- **What needs to be done**
The pictures do not belong in the copy. Restate all of the records word for word.

- **Source data**

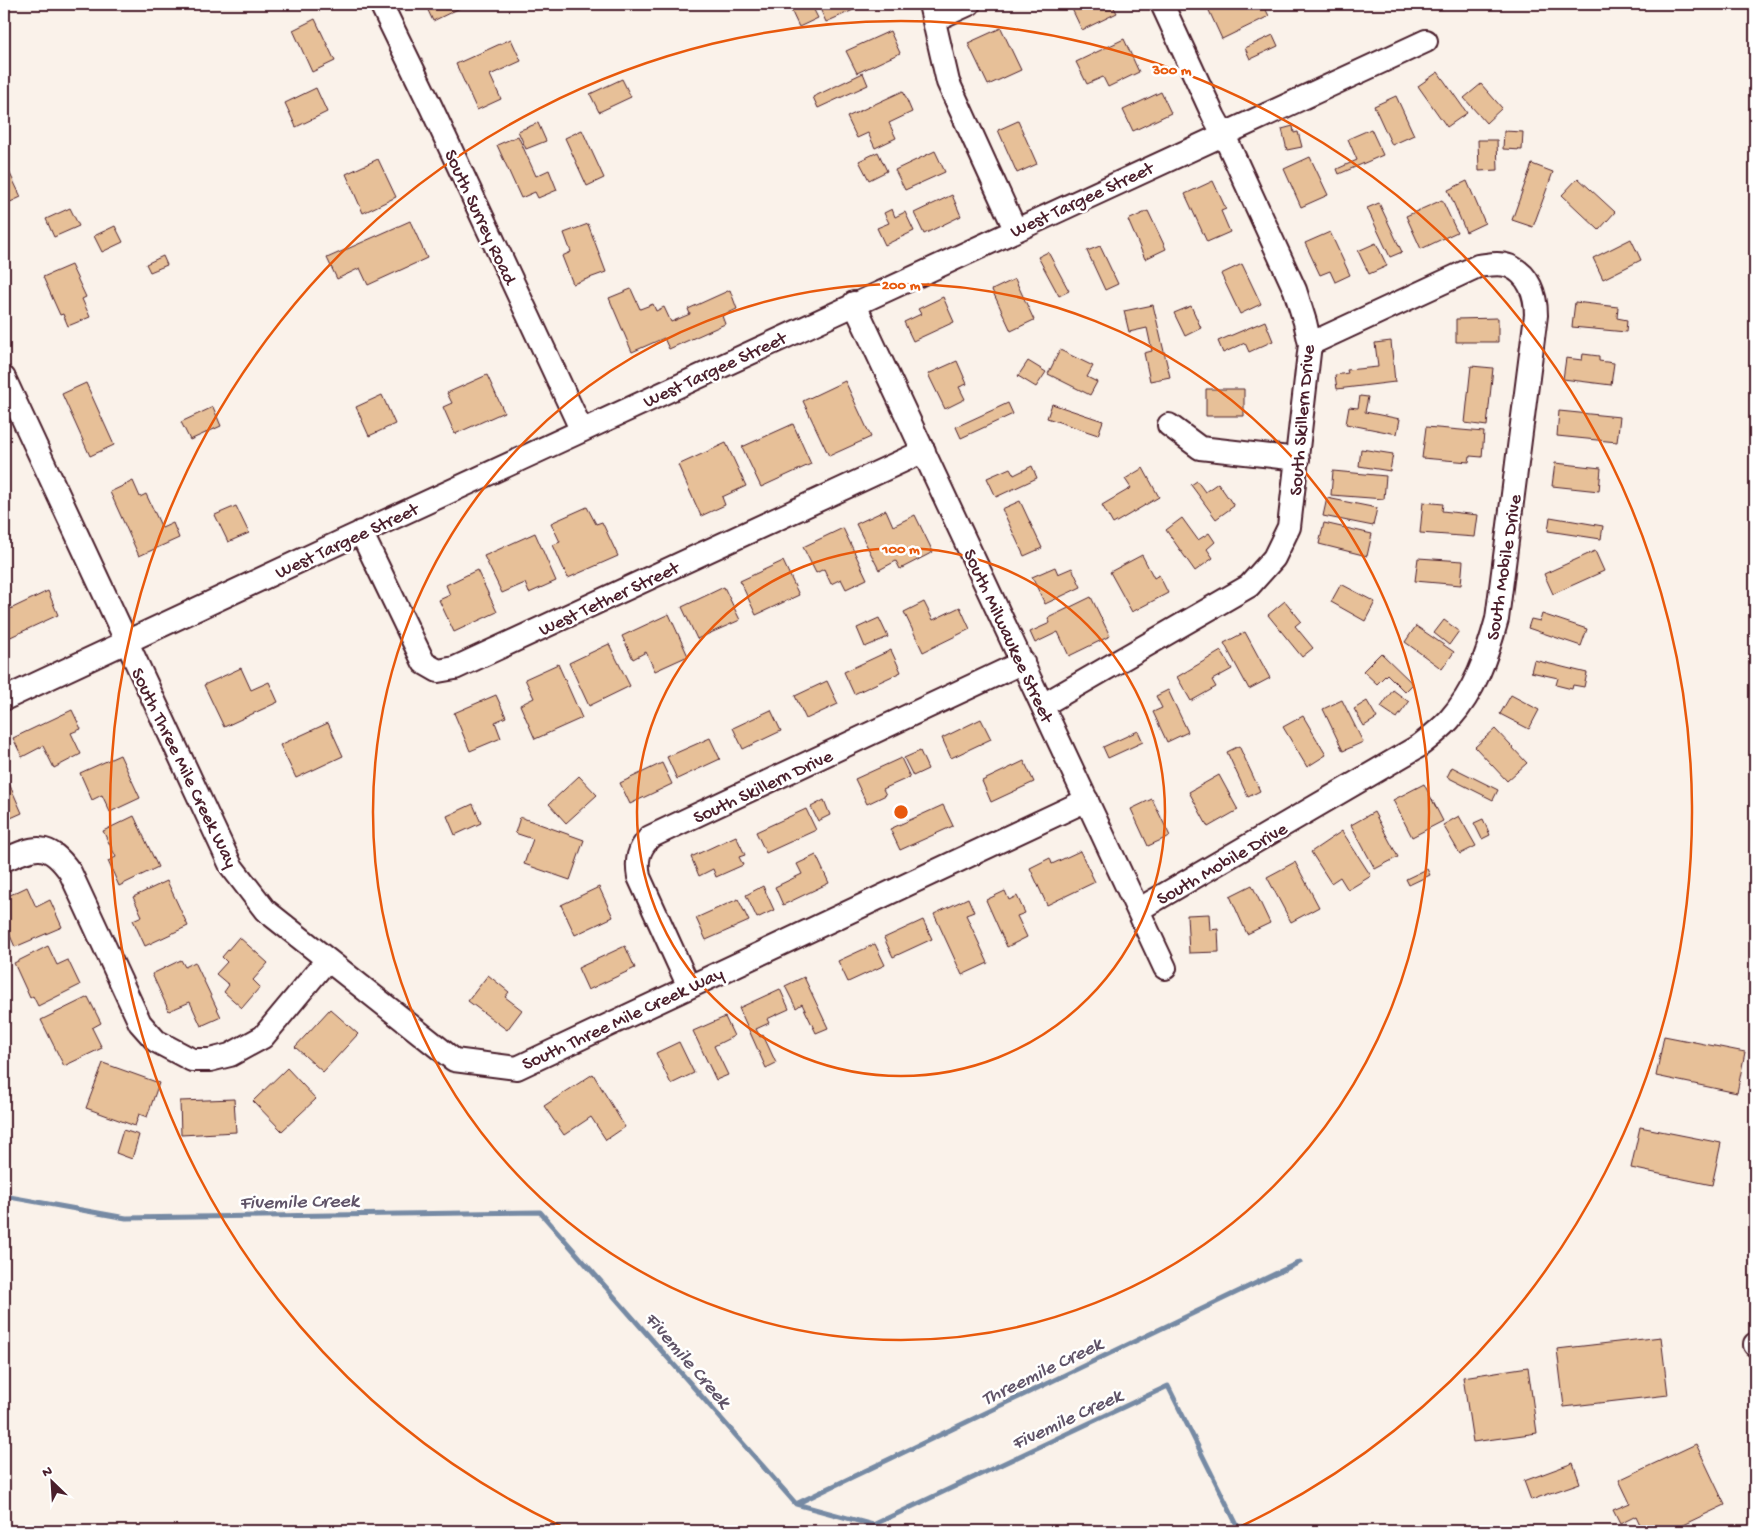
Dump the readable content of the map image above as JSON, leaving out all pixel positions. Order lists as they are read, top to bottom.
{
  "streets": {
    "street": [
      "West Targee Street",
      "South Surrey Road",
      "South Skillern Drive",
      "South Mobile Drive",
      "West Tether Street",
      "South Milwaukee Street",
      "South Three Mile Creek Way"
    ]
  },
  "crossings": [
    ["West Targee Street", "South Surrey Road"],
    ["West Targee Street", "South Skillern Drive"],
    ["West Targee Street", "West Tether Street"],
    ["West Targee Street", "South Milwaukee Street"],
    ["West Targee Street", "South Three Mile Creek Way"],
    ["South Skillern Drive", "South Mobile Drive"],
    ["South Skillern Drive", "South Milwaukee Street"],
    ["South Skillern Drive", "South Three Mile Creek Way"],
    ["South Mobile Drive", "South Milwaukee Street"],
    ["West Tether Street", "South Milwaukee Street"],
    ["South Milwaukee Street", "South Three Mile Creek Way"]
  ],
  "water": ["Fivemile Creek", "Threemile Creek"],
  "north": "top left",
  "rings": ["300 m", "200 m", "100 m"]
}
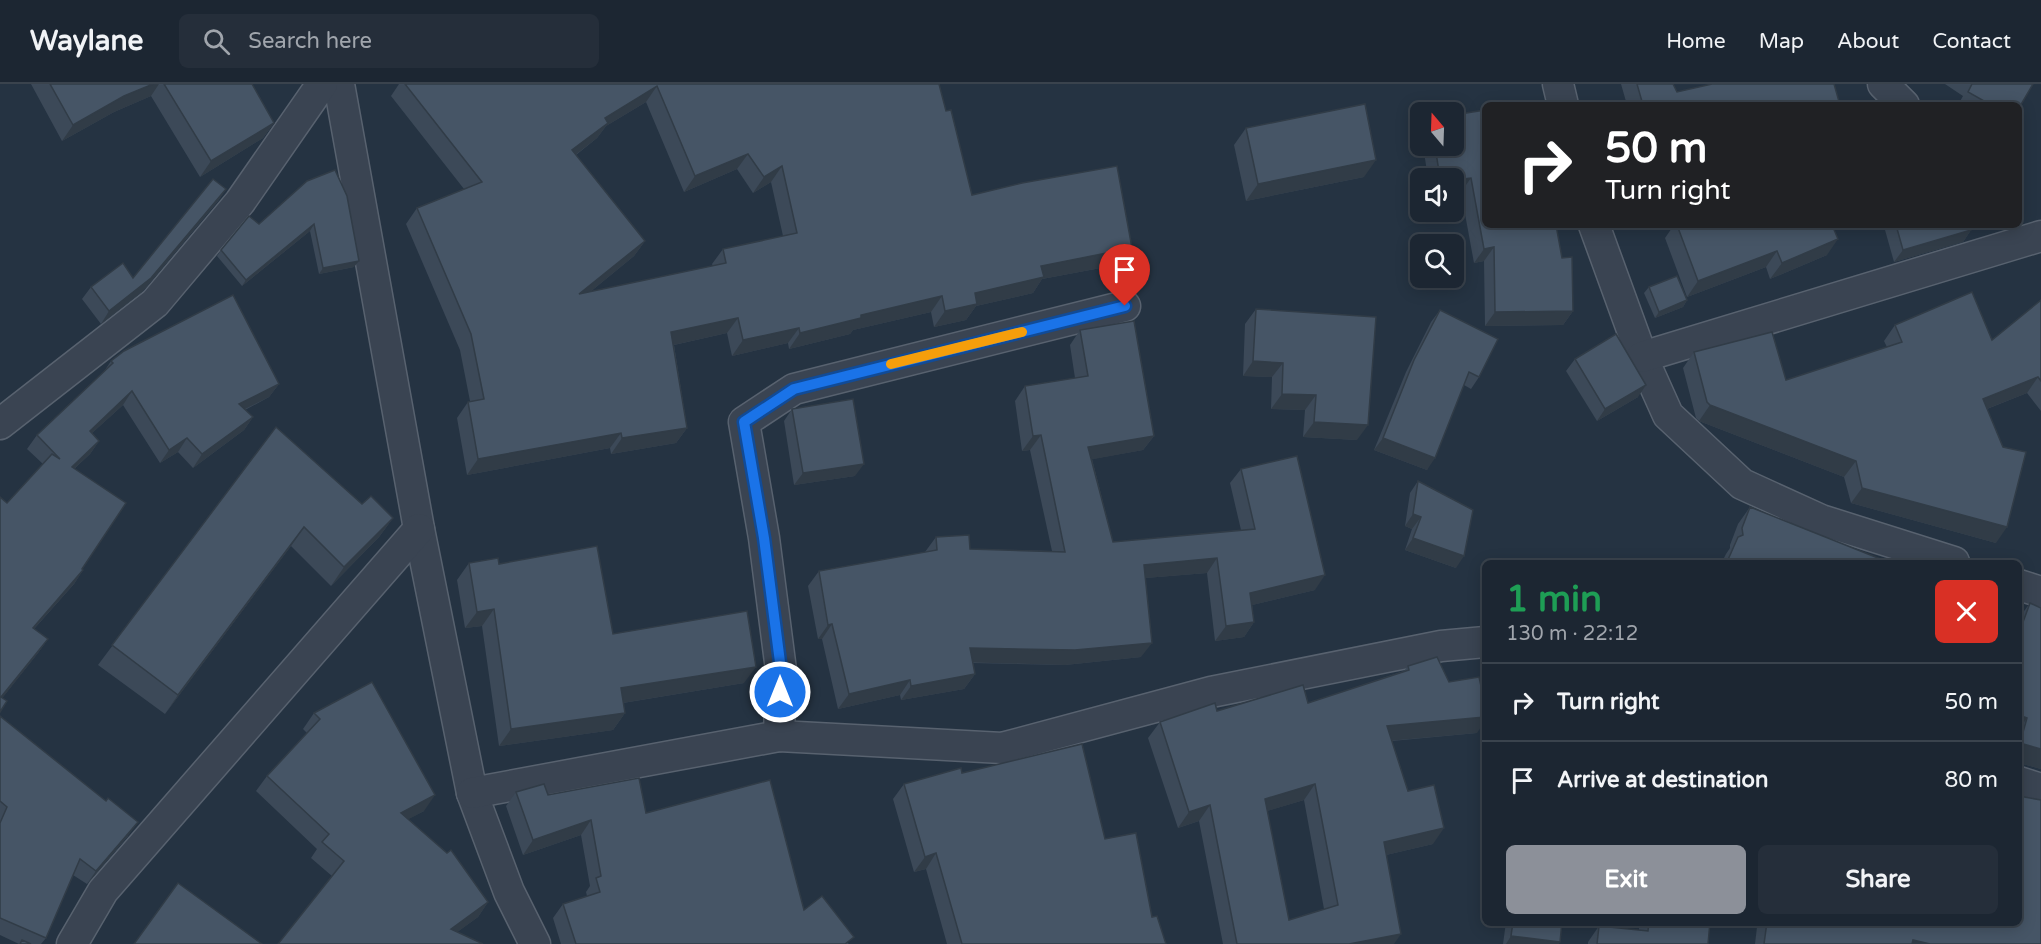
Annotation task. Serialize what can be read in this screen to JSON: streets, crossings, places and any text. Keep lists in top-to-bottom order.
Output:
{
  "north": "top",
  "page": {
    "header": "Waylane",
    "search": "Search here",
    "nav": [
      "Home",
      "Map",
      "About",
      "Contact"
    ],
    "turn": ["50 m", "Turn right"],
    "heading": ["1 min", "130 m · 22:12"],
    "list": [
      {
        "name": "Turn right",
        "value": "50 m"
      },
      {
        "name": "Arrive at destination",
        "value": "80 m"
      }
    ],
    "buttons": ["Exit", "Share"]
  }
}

- **Task answer**
Dump the readable content of the map image above as JSON, leaving out all pixel positions. Order lists as they are read, top to bottom.
{
  "streets": {
    "street": [
      "West Targee Street",
      "South Surrey Road",
      "South Skillern Drive",
      "South Mobile Drive",
      "West Tether Street",
      "South Milwaukee Street",
      "South Three Mile Creek Way"
    ]
  },
  "crossings": [
    ["West Targee Street", "South Surrey Road"],
    ["West Targee Street", "South Skillern Drive"],
    ["West Targee Street", "West Tether Street"],
    ["West Targee Street", "South Milwaukee Street"],
    ["West Targee Street", "South Three Mile Creek Way"],
    ["South Skillern Drive", "South Mobile Drive"],
    ["South Skillern Drive", "South Milwaukee Street"],
    ["South Skillern Drive", "South Three Mile Creek Way"],
    ["South Mobile Drive", "South Milwaukee Street"],
    ["West Tether Street", "South Milwaukee Street"],
    ["South Milwaukee Street", "South Three Mile Creek Way"]
  ],
  "water": ["Fivemile Creek", "Threemile Creek"],
  "north": "top left",
  "rings": ["300 m", "200 m", "100 m"]
}
Annotation task. Serialize what can be read in this screen to JSON: streets, crossings, places and any text. Keep lists in top-to-bottom order.
Output:
{
  "north": "top",
  "page": {
    "header": "Waylane",
    "search": "Search here",
    "nav": [
      "Home",
      "Map",
      "About",
      "Contact"
    ],
    "turn": ["50 m", "Turn right"],
    "heading": ["1 min", "130 m · 22:12"],
    "list": [
      {
        "name": "Turn right",
        "value": "50 m"
      },
      {
        "name": "Arrive at destination",
        "value": "80 m"
      }
    ],
    "buttons": ["Exit", "Share"]
  }
}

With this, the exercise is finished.